Activity: From the first line to the last, transcribe the material exactly.

Supplied entries:
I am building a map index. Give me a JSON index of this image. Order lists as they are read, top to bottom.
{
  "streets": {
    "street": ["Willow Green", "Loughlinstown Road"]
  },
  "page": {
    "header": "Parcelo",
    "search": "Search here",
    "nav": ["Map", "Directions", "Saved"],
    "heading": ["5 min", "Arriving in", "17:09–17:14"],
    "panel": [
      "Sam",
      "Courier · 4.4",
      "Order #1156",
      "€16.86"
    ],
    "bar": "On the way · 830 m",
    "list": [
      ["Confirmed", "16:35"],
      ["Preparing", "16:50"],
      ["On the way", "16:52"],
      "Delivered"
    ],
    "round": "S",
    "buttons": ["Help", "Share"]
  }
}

Problem solution:
I am building a map index. Give me a JSON index of this image. Order lists as they are read, top to bottom.
{
  "streets": {
    "street": ["Willow Green", "Loughlinstown Road"]
  },
  "page": {
    "header": "Parcelo",
    "search": "Search here",
    "nav": ["Map", "Directions", "Saved"],
    "heading": ["5 min", "Arriving in", "17:09–17:14"],
    "panel": [
      "Sam",
      "Courier · 4.4",
      "Order #1156",
      "€16.86"
    ],
    "bar": "On the way · 830 m",
    "list": [
      ["Confirmed", "16:35"],
      ["Preparing", "16:50"],
      ["On the way", "16:52"],
      "Delivered"
    ],
    "round": "S",
    "buttons": ["Help", "Share"]
  }
}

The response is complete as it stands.